Chatterbox Part 9 — Calling Facebook using GSM

This is the ninth part of the Chatterbox series. For your convenience you can find other parts in the table of contents in Part 1 – Origins

Until now we focused on how to integrate text communication. We can share some media the same way, namely via providing links to images or videos. We can even embed them in some webview to simplify previewing. However, to integrate interactive calls we need to do a little more.

How do we call from Facebook to Skype? Or from Whatsapp to Google Hangouts? We can provide a server reencoding all media streams but that would probably require a lot of coding and protocol reversing. Adding mobile calls (over GSM provider, not over Internet) would increase the complexity even more. However, we can actually do this much easier, by capturing screen + voice + webcam.

First, we need to be able to “dial in” from mobile phone to the call. To do that we can use some existing services, e.g. Chime or Zoom. So we create a bridge BridgeA, we dial in from our mobile phone and we’re done.

Next, we need to have some server which would route things between networks. We open two browsers: BrowserA which dials into BridgeA, and BrowserB which calls someone on Facebook, Hangouts, Meet, whatever else.

Now, we need to have two fake audio lines. On Windows you can use Virtual Audio Cable and VB-Cable which are free and can do the trick.

We also need to be able to route an application to selected audio line. Sometimes it can be selected in the application, sometimes it cannot. For the latter case you can use Audio Router.

Now, we configure BrowserA to emit output to Line1 and get input from Line2. Analogically, we configure BrowserB to emit output to Line2 and get input from Line1. Effectively, anything going out of BrowserA will go into BrowserB using Line1. In the same way everything going out of BrowserB will enter BrowserA using Line2.

That’s it. Now you can route voice between two bridges. Obviously, you can mix audio in any way to create multi-way bridges if needed. Nothing can stop you now.

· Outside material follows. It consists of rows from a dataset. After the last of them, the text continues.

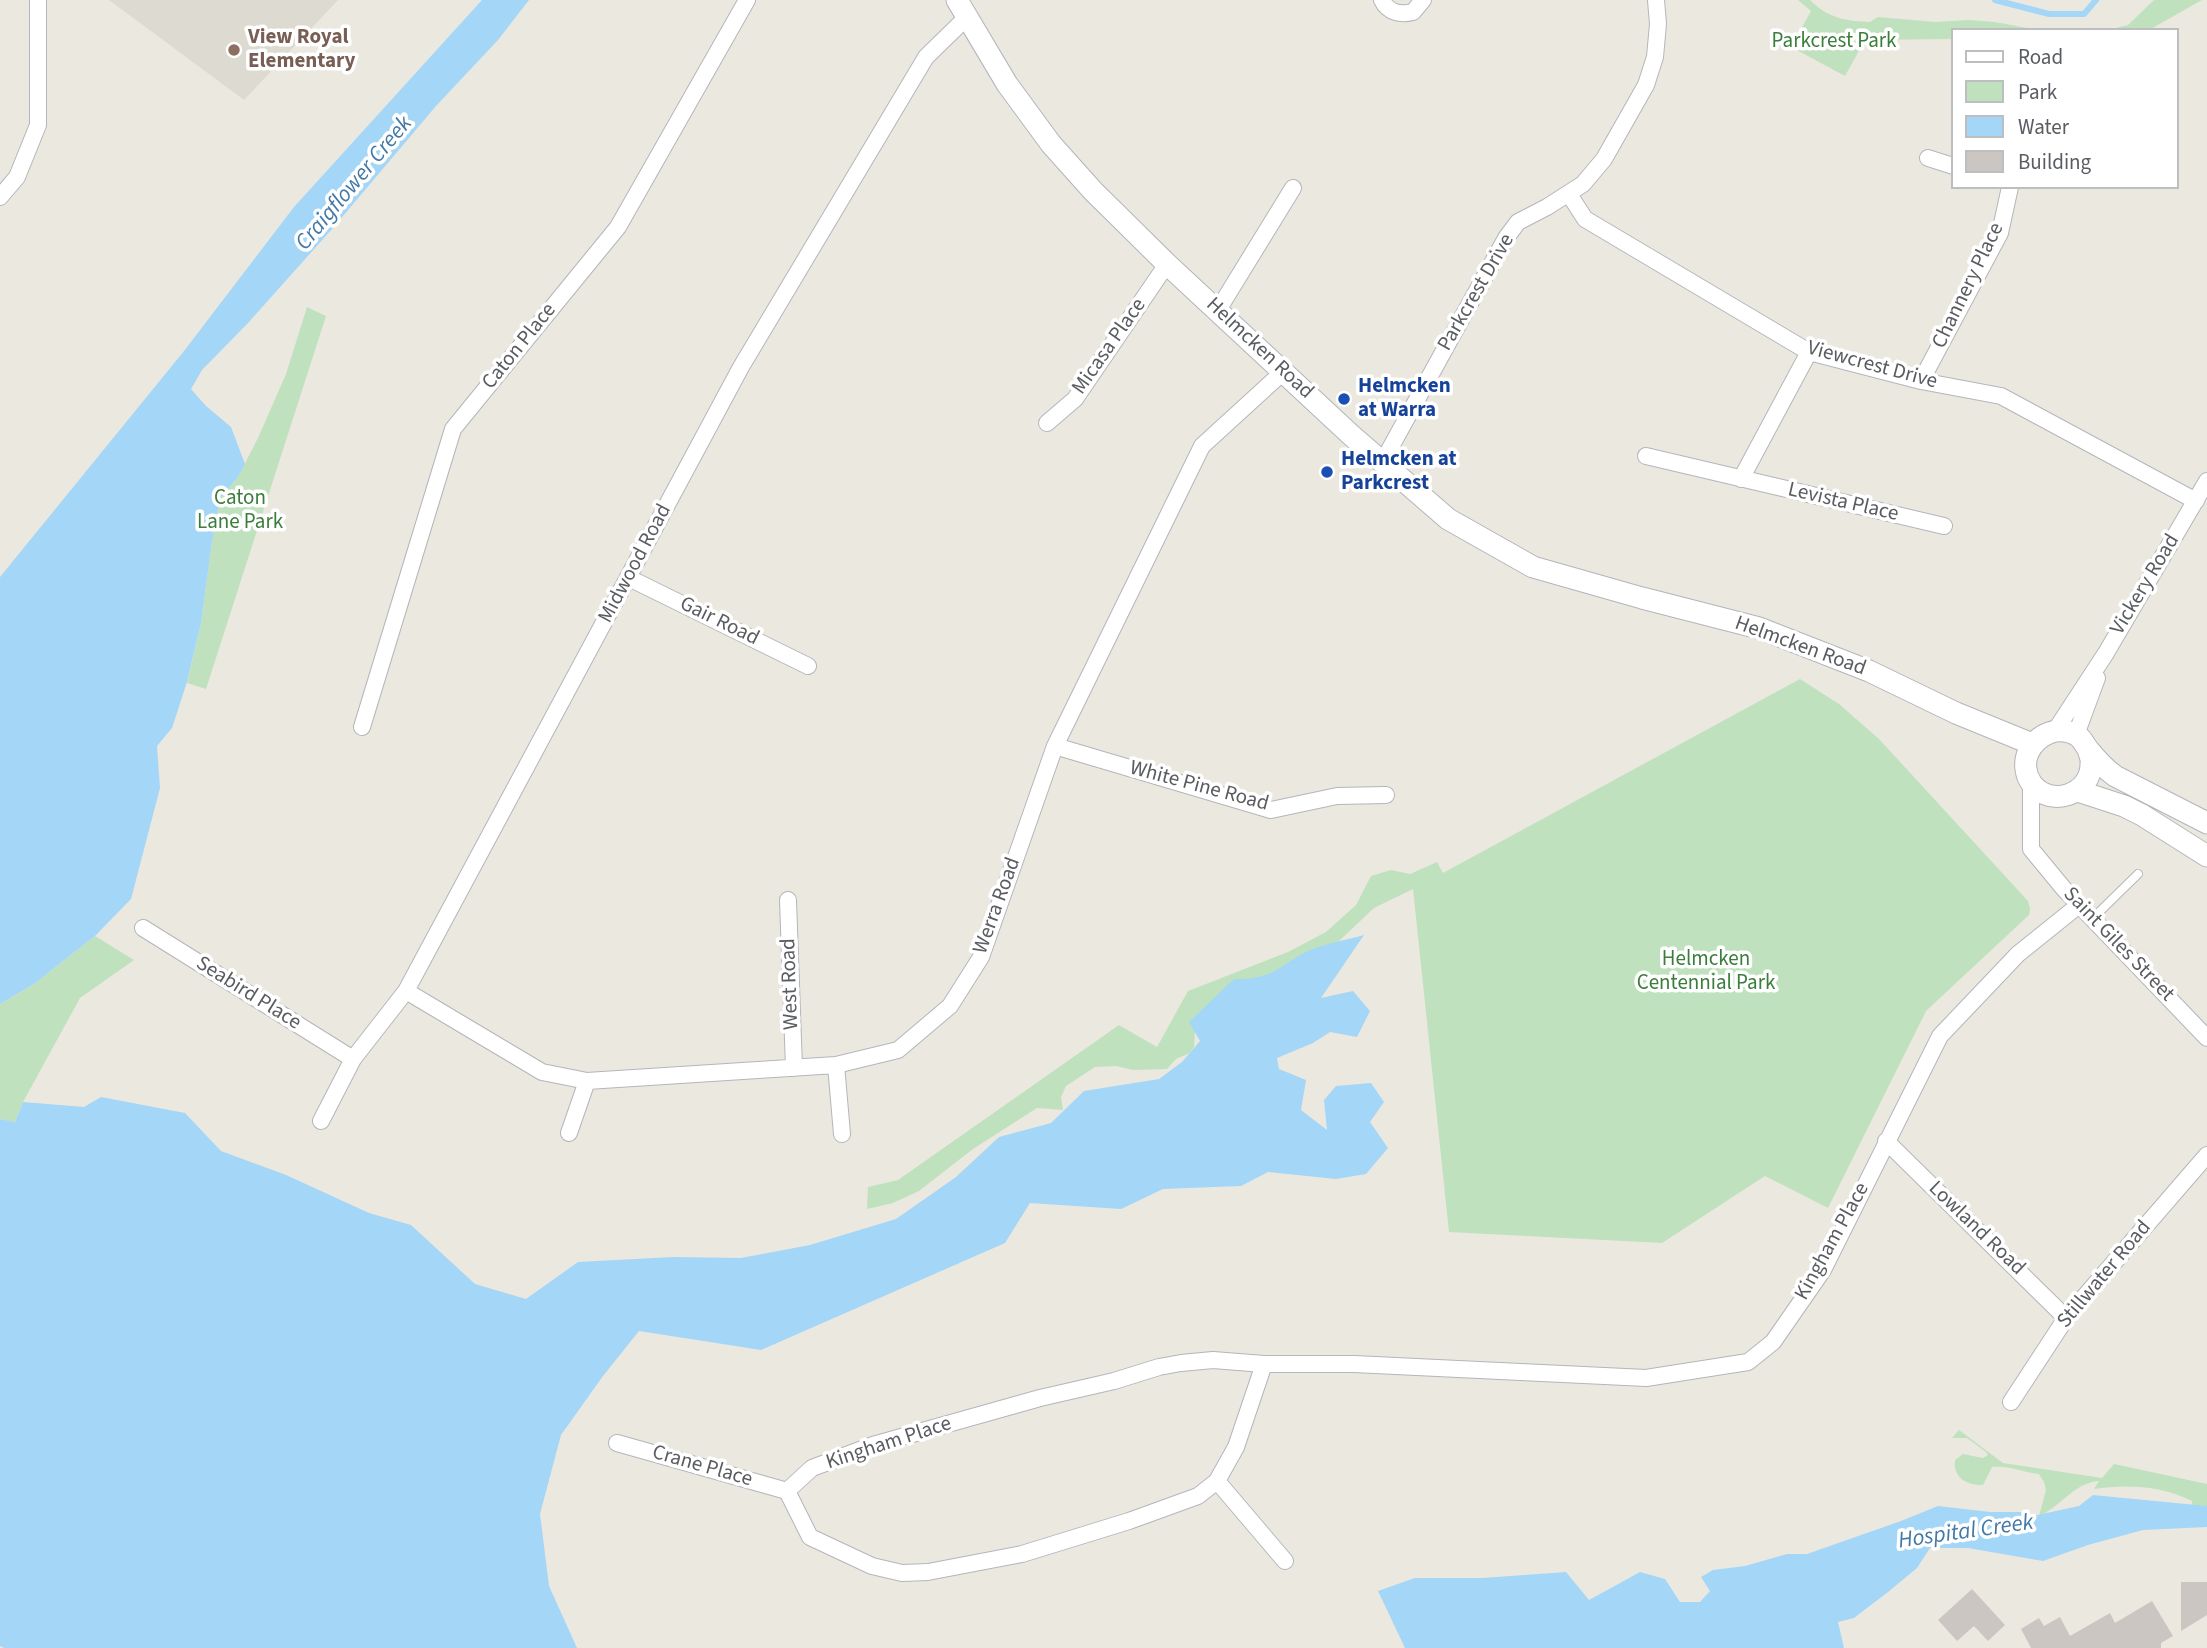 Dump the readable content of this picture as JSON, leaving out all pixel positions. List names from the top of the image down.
{
  "streets": {
    "main road": ["Helmcken Road"],
    "street": [
      "Channery Place",
      "Parkcrest Drive",
      "Caton Place",
      "Micasa Place",
      "Viewcrest Drive",
      "Levista Place",
      "Midwood Road",
      "Vickery Road",
      "Gair Road",
      "White Pine Road",
      "Werra Road",
      "Saint Giles Street",
      "West Road",
      "Seabird Place",
      "Lowland Road",
      "Kingham Place",
      "Stillwater Road",
      "Crane Place"
    ]
  },
  "crossings": [
    ["Channery Place", "Viewcrest Drive"],
    ["Parkcrest Drive", "Helmcken Road"],
    ["Parkcrest Drive", "Viewcrest Drive"],
    ["Micasa Place", "Helmcken Road"],
    ["Helmcken Road", "Midwood Road"],
    ["Helmcken Road", "Vickery Road"],
    ["Helmcken Road", "Werra Road"],
    ["Helmcken Road", "Saint Giles Street"],
    ["Viewcrest Drive", "Vickery Road"],
    ["Midwood Road", "Gair Road"],
    ["Midwood Road", "Werra Road"],
    ["Midwood Road", "Seabird Place"],
    ["Vickery Road", "Saint Giles Street"],
    ["White Pine Road", "Werra Road"],
    ["Werra Road", "West Road"],
    ["Saint Giles Street", "Kingham Place"],
    ["Lowland Road", "Kingham Place"],
    ["Lowland Road", "Stillwater Road"],
    ["Kingham Place", "Crane Place"]
  ],
  "water": ["Craigflower Creek", "Hospital Creek"],
  "parks": ["Parkcrest Park", "Caton Lane Park", "Helmcken Centennial Park"],
  "places": ["View Royal Elementary", "Helmcken at Warra", "Helmcken at Parkcrest"],
  "legend": [
    "Road",
    "Park",
    "Water",
    "Building"
  ]
}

Okay, what about video? For that we can use BridgeA the same way, just dial in using computer/mobile phone with video. Next, you need to configure virtual webcam source. You can use Chrome extension or OBS Virtual Cam. Just capture screen from BrowserA into virtual webcam used by BrowserB, and the other way round. Depending on the capture quality and configuration you can mimic multiple screens etc.

What about the delay? From my experience it is close to 1 second. This is mediocre but I believe people are now used to the latency so it should be fine, at least it’s okay for my purposes.